Man attacked by veteran’s support dog sues over negligence
By KELLY YAMANOUCHI | The Atlanta Journal-Constitution | Published: May 29, 2019
ATLANTA (Tribune News Service) — An Alabama man who was attacked by a veteran’s emotional support animal while on a Delta Air Lines flight from Atlanta to San Diego is now suing the airline and the veteran.
The Atlanta Journal-Constitution reported Tuesday that Marlin Jackson is accusing the defendants of negligence.
The lawsuit says it happened as the flight was boarding in June 2017. Jackson was in a window seat and the dog was next to him, in the lap of Ronald Kevin Mundy Jr. The attack left Jackson’s face permanently scarred.
The lawsuit says Delta didn’t verify the dog was trained or met the requirements of a service animal. A police report says the Marine Corps veteran’s dog was a chocolate lab pointer mix. Airlines later made changes to policies for emotional support animals.

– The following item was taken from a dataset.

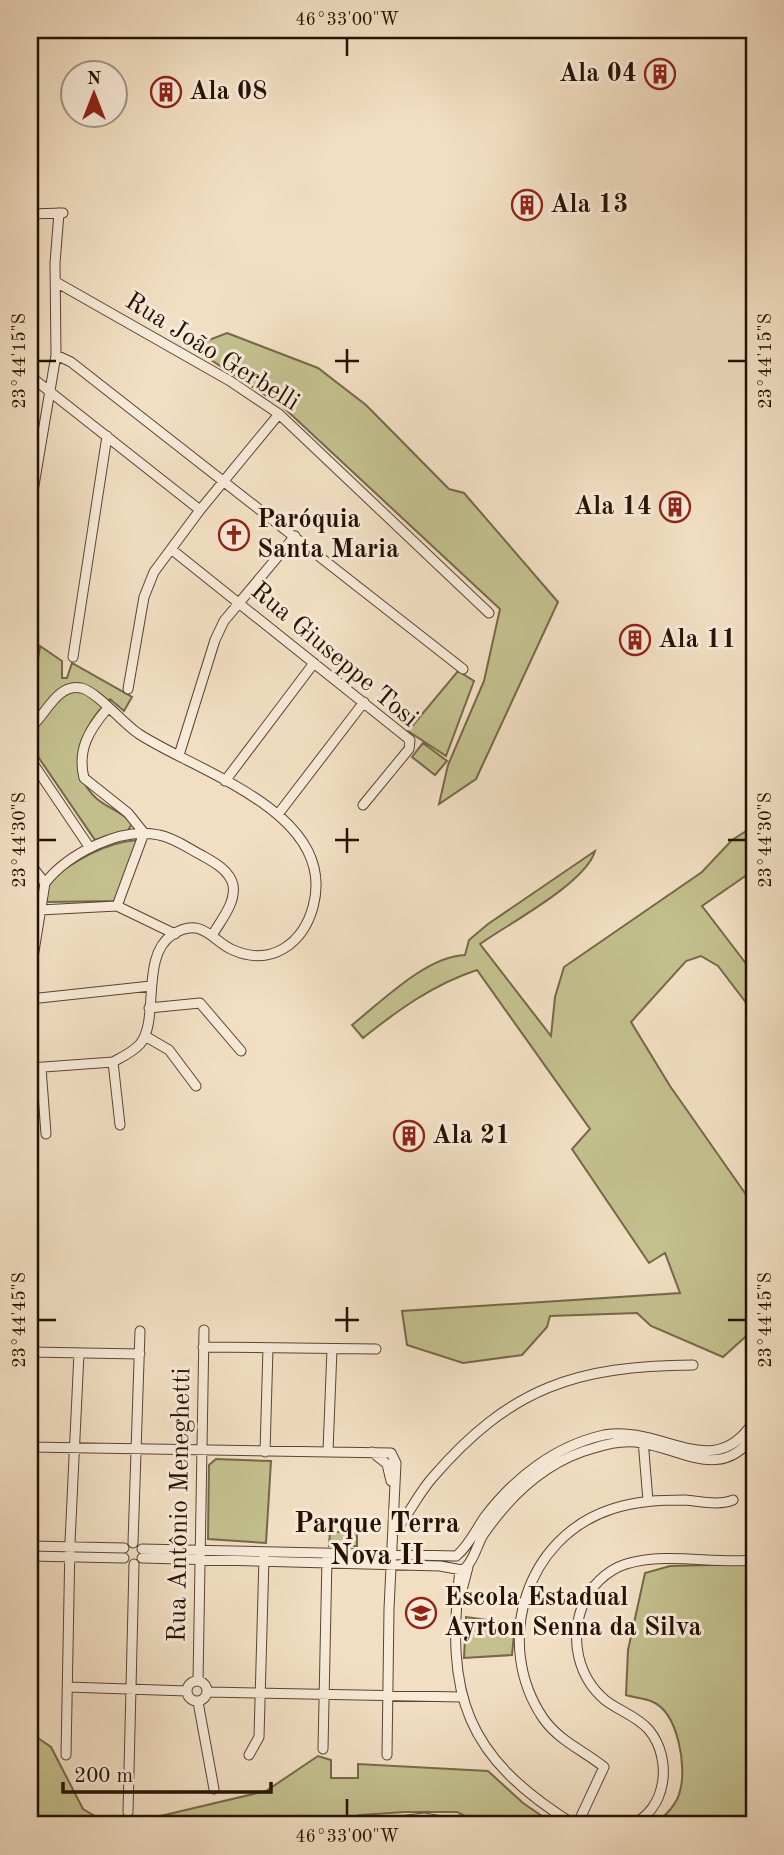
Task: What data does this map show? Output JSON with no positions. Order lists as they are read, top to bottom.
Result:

The attack during boarding of a flight from Atlanta to San Diego gained national attention and was followed by a series of changes to airline policies for emotional support and service animals. The federal government is also reviewing its policies for emotional support and service animals on flights.
“While Mr. Jackson was securing his seatbelt, the animal began to growl” at him, according to the lawsuit. The dog then bit Jackson several times.
“The attack was briefly interrupted when the animal was pulled away from Mr. Jackson. However, the animal broke free and again mauled Mr. Jackson’s face,” the lawsuit alleges.
Jackson, who lives in Alabama, “bled so profusely that the entire row of seats had to be removed from the airplane,” according to the complaint. He suffered lacerations and punctures to his face and upper body requiring 28 stitches and medical treatment, it says. The lawsuit also alleges Jackson suffered permanent injury and loss of sensation in areas of his face, “severe physical pain and suffering,” emotional distress and mental anguish, loss of income or earning potential, and substantial medical bills. “His entire lifestyle has been severely impaired by this attack,” the litigation states.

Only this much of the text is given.